AI Is Ready. But This Step Is One a Lot of People Haven't Thought Through
Gartner put out a report last week: by 2027, four out of ten AI agent projects will be cancelled by their companies. The number itself isn't all that surprising, but another one makes you pause: among the projects that haven't been cut, 89% never actually went live in the first place.
They never even got started.
Gartner's explanation is pretty direct: the AI technology isn't the problem. The task boundaries weren't drawn clearly, and the background context wasn't spelled out fully enough. The tools were bought, the people were lined up, but no one could say "what exactly is this AI supposed to do, and where is the point where it's considered done?" The order to march was never given, so the whole army just stood there.
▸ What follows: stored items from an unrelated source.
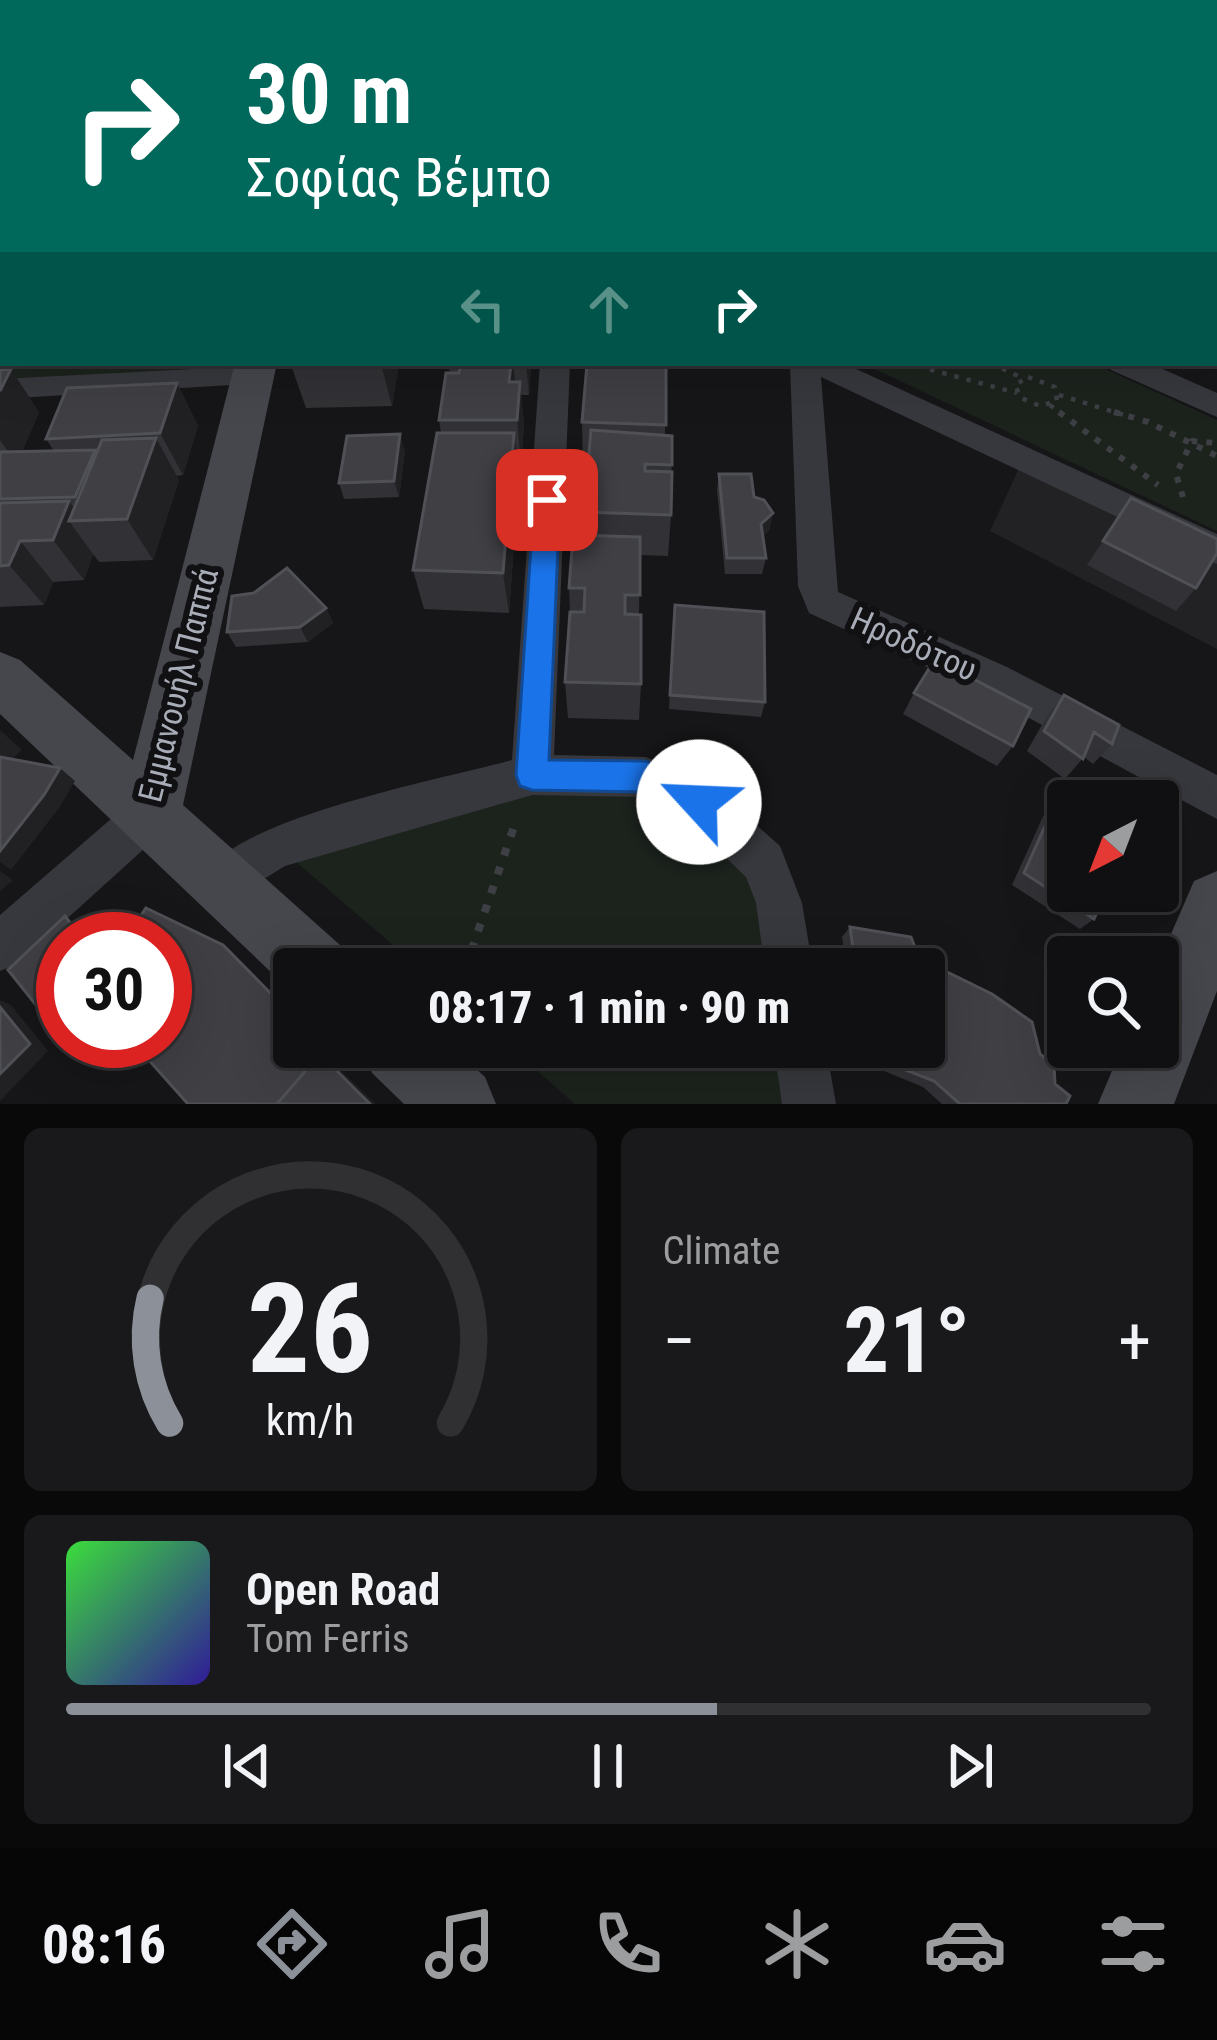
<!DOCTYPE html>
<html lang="en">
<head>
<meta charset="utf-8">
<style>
  :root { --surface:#101012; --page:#19191b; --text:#f1f3f6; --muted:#9c9d9f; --line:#303032; --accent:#8c9099 }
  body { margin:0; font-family:"Roboto Condensed",sans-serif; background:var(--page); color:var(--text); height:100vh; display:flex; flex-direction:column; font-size:45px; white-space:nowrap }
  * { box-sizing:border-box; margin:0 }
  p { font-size:39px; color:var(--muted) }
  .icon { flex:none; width:66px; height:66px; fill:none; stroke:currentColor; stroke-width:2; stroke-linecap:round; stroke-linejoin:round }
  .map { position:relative; height:1104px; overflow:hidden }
  .side { display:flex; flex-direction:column; gap:24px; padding:24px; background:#09090a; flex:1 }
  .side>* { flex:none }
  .guide { position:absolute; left:0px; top:0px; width:1218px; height:366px; box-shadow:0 12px 48px #0002,0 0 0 3px var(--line); background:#00695c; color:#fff; overflow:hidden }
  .needle { width:78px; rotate:222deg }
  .buttons { position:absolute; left:1047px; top:780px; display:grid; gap:24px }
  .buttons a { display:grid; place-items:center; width:132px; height:132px; border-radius:12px; background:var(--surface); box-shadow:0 12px 48px #0002,0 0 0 3px var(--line); font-size:60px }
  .speed { position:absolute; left:36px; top:912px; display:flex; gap:24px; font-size:60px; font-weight:700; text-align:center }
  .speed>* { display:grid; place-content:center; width:156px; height:156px; border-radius:50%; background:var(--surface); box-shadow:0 12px 48px #0002,0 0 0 3px var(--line); line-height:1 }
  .speed .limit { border:18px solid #d22; background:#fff; color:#111 }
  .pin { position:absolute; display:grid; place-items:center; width:102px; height:102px; color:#fff; margin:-51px; border-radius:24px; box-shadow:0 6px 18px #0006 }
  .me { position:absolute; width:132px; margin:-66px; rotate:295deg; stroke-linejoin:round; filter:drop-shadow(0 0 9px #0008) }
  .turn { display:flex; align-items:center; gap:42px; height:252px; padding:0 48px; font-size:54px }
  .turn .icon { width:156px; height:156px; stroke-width:2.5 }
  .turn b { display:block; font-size:84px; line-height:102px }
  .lanes { display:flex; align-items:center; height:114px; padding:0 48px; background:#0003; justify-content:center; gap:60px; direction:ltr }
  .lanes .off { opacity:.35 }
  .big { font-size:90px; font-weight:800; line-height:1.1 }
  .side .card { flex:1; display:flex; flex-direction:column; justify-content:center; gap:18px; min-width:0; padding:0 42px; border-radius:18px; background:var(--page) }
  .side .dial { align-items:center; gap:0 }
  .dial svg { height:312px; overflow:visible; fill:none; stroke:var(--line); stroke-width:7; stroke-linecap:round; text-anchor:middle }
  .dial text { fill:var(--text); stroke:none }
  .song { display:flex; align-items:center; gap:36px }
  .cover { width:144px; height:144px; border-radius:18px; background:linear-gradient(135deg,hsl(120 70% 55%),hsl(250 70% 35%)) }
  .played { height:12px; border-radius:6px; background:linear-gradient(90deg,var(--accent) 60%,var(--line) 60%) }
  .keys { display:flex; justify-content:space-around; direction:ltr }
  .heat { display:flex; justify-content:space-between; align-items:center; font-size:66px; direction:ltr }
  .side .tiles { flex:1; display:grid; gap:24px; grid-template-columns:1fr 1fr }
  .card:last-child { grid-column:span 2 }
  .trip { position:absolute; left:273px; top:948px; width:672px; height:120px; border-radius:12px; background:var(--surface); box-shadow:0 12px 48px #0002,0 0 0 3px var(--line); font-weight:800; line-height:120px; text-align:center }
  .dock { display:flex; height:192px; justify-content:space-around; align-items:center; background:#060607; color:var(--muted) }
  .dock .icon { width:84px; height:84px }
  .dock .current { color:var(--accent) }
  .dock b { font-size:54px; color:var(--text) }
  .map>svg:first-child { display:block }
</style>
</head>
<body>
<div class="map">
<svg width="1217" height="1104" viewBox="0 0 1217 1104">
  <rect width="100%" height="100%" fill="#161618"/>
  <path fill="#222225" d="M1019,468L1217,563V649L990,531Z"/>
  <path fill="#1c231d" d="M3,309V363H243L241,369L0,380Z
    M862,363H1092L1217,420V531Z
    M530,793L647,794L747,845L787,969H421L296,862Z
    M510,1047H798L806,1104H575Z"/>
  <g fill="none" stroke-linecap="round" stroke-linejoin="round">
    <path stroke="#3d3f44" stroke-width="4.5" stroke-dasharray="4.5 8" stroke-linecap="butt" d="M906,363L1017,393
      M991,363L1020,377
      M1028,377L1055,387L1057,401L1040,406L1021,398L1015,385Z
      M1059,395L1124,415
      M1050,405L1063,415"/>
    <path stroke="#3d3f44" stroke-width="6" stroke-dasharray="6 9" stroke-linecap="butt" d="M1059,412L1158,485
      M1114,412L1148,422L1217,456
      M1183,497L1176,474L1192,441L1217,443"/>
    <path stroke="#3d3f44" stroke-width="8" stroke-dasharray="8 12" stroke-linecap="butt" d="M465,969L517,818"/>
    <path fill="#37383d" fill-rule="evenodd" d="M1215,165L1217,166V174L1215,173Z"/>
    <path fill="#37383d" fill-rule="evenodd" d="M620,0H638L639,3H619Z
      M767,0H785L787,3H767Z
      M3,234V250L0,251V235Z
      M1215,235H1217V251H1215Z
      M0,276H3L0,299Z
      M540,363H570L554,755L646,757L714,787L780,846L802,903L813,969H765L756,903L746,877L684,817L643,797L532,795L285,866L223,904L207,897L200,881C226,819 444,779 512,760Z
      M790,363H843L1217,534V564L821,377L838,592L1007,667L1217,775V819L979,691L809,613L798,586Z
      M1107,363H1149L1217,393V417L1111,370Z
      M253,366L268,376L264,383L0,399V379Z
      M150,793L166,799L172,814L166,829L17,964L0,971V915L134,799Z
      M774,1047H826L836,1104H782Z"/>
    <path fill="#45474d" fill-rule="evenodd" d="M235,363H277L183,805L340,945L351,969H294V994L0,714V652L20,660L133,760Z
      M1217,871V991L1174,1104H1098L1122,1047H1158V964L1194,881Z
      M362,1047H452L485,1077L496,1104H404L372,1073Z"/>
  </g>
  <path fill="#323236" d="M8,0H180L181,3H9Z
    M250,0H289L287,3H251Z
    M828,0H949L954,3H829Z
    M974,0H1217V29L1215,28V3H976Z
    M0,53H3V87H0Z
    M0,117H3V218H0Z
    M399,363L392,406L306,408L291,365Z
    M448,363H531L529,395H521L524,425L521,463L518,462L519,475L509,613L424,609L413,570L441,433L439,420L450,373Z
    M666,367L665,435L672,436L671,515L668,556L640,555L639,615L641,684L639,720L568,718L565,682L570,612L569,588L584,536V512L588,465H583L582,422Z
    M0,370L39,412L22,452L54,451L46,439L177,383L198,426L183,475L176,476L179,480L153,560L99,562L93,554L84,580L53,582L44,605L0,607Z
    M405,451L399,497L344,499L339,483Z
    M719,474L754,497L770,529L763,536L766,558L762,574H725L717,490Z
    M1131,498L1196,588L1176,611L1087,565Z
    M326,608L333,623L308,642L236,647L227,632Z
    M673,620L765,702L761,717L669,709Z
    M914,693L1013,746L997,766L903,714Z
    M1064,695L1112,744L1093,764L1084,757L1065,779L1027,751L1047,716Z
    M1062,788L1094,919L1080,929L1012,885L1050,801Z
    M850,927L916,950L1040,1054L1066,1104H942L923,1087L862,1062L860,1047H924V969H847L842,937Z"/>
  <path fill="#212124" d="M399,363L392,406L381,364Z
    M511,363H513L517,395L514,425L509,382Z
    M526,363H531L529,395Z
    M11,369L39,412L17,464L0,440V391Z
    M520,382L524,425L521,463L517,420Z
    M177,383L198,426L183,475L160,433Z
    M514,433L519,475L509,613L503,573Z
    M400,434L405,451L399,497L394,481Z
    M156,438L179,480L153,560L127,519Z
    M95,450L122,492L91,520L75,497Z
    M69,501L83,521H69L93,554L84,580L53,540Z
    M773,513L770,529L758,540L761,524Z
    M20,541L53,582L44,605L9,565Z
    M326,608L333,623L308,642L300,627Z
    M0,730L22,750L0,771Z
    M60,768L75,781L59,808L11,870L0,862V851Z
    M0,871L13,880L0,891Z
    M65,916L81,927L90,939H82Z
    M63,989V1013L57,1018L40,1010Z
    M0,1000L11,1005L48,1051L0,1101Z
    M323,1047H325L339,1061L335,1065L376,1104H370L320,1054Z"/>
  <path fill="#3f3f44" stroke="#4f5156" stroke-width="3" d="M653,0H692L693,3H654Z
    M692,0H767L768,3H693Z
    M844,0H870V3H848Z
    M877,0H949L954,3H882Z
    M989,0H1145L1148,3H992Z
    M293,1H328L327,3H292Z
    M0,53H3V71H0Z
    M0,117H3V138H0Z
    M0,146H3V168H0Z
    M0,168H3V193H0Z
    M291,363H381L291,365Z
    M461,363H511L509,382H520L517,420H439L446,373H459Z
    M587,364L666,367V425L582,422Z
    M11,369L0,391V370Z
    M177,383L160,433L46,439L67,388Z
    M591,430L672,436V465L645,464V471L672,472L671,515L584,512Z
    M437,433H514L503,573L413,570Z
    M400,434L394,481L339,483L347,436Z
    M156,438L127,519L69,521L102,440Z
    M95,450L75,497L0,499V452Z
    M719,474H751L754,497L764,500L773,513L761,524L766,558H727Z
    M1131,498L1217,539V553L1196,588L1103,541Z
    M69,501L53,540L20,541L9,565L0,566V503Z
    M573,535L640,537V595H625V614L641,615V684L565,682L570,612H584L585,588H569Z
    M287,568L326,608L300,627L227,632L232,596L254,593Z
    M675,605L764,612L765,702L670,695Z
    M935,659L1031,709L1013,746L914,693Z
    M1064,695L1119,725L1112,744L1094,732L1083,759L1044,731Z
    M0,757L60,768L44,795L0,851Z
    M1062,788L1083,801H1068V891H1107L1094,919L1024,873Z
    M146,908L223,945L294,1017V1047H323L330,1054L326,1058L320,1054L277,1104H188L147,1058L114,1041H165V939H125Z
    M65,916L82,939H63V989L40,1010L8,970Z
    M850,927L911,937L916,950L935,966L992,994L1032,1022L1040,1054L1054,1065L1055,1084L1070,1096L1066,1104H960L934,1081L870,1056L869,1047H924V969H856Z
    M0,1007L30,1044L0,1074Z
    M320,1054L370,1104H277Z"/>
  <path fill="#1a73e8" stroke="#114b97" stroke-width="3" d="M547,491L560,500L549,760L646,761L710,791L715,802L710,813L699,818L644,792L532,790L520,786L516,775L534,500Z"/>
  <g text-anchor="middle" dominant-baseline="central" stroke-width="12" stroke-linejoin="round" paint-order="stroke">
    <g font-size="33" fill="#a8adb8" stroke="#111113">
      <text transform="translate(914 644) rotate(24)">Ηροδότου</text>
      <text transform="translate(178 685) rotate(-76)">Εμμανουήλ Παππά</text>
    </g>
  </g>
</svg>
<div class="buttons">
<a><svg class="needle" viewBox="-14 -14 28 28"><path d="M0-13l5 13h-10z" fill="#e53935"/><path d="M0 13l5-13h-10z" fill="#9c9d9f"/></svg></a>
<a><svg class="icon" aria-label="search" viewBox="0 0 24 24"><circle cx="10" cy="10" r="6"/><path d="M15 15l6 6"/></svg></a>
</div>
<div class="speed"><div class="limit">30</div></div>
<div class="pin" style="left:547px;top:500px;background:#d93025"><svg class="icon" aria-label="arrive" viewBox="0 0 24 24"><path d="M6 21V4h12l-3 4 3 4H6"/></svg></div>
<svg class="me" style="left:699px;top:802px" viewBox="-20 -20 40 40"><circle r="19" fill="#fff"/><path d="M0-13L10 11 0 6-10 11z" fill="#1a73e8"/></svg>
<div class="trip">08:17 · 1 min · 90 m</div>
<div class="guide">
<div class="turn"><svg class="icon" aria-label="right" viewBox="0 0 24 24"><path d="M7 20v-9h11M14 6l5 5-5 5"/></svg><div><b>30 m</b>Σοφίας Βέμπο</div></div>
<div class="lanes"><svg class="icon off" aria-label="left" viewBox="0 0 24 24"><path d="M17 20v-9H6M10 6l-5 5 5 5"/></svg><svg class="icon off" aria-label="ahead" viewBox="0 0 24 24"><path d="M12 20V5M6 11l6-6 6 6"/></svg><svg class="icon" aria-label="right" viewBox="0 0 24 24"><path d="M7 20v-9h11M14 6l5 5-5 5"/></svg></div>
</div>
</div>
<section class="side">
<div class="tiles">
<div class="card dial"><svg viewBox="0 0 100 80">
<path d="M14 69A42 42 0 1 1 86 69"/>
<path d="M14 69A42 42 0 0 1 9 37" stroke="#8c9099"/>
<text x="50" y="56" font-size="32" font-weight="700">26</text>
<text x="50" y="72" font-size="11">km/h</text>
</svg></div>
<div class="card"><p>Climate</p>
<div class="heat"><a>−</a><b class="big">21°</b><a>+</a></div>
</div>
<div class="card">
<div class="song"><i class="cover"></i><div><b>Open Road</b><p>Tom Ferris</p></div></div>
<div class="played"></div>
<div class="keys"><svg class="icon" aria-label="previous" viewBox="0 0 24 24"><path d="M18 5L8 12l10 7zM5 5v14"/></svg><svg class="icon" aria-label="pause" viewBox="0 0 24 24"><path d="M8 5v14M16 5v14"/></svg><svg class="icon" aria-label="next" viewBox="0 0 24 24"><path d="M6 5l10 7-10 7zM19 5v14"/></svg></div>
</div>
</div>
</section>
<nav class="dock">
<b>08:16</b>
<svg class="icon current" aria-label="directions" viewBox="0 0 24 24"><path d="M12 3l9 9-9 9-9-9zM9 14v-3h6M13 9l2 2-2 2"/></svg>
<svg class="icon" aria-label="music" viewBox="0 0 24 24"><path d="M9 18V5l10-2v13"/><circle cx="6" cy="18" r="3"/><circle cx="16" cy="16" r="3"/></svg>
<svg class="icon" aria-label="phone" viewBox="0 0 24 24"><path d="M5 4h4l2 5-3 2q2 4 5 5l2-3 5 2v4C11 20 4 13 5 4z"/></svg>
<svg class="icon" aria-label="climate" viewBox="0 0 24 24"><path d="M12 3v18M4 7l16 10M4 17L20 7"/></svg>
<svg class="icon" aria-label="car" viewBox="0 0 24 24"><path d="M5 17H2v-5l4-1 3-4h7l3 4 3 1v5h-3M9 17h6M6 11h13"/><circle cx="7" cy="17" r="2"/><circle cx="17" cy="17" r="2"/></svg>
<svg class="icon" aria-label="filters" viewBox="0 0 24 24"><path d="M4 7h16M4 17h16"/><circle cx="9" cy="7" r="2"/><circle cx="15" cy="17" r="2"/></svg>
</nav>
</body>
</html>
GitHub Copilot's hiring approach got shared recently, and one detail is worth a look: when they interview engineers, they still require them to write code by hand. The company's core product is a tool that has AI write code for you, yet the interview tests exactly that skill. What they want to see is whether, with no AI tools at all, you can think through the design of a problem clearly from the first step. In their words, AI is an amplifier of taste: the clearer you are about what you want, the faster AI helps you get it; the vaguer you are, the faster it helps you produce something vague.
AI's capability is now good enough. There are more and more tasks it can handle. Where things get stuck is whether a person can first say clearly "what I want, and what it looks like when it's done."
This skill didn't used to need saying out loud. A lot of work ran on following the people who came before you, on knowing when you felt it. Defining the problem was hidden inside the process and never had to be spoken. Now it does. You have to tell the AI, and you also have to tell yourself, saying it out loud once before you start. This skill has nothing to do with your degree or your technical background, but it takes practice.
That thing you had AI do for you today, how many sentences did you say beforehand to describe the result you wanted?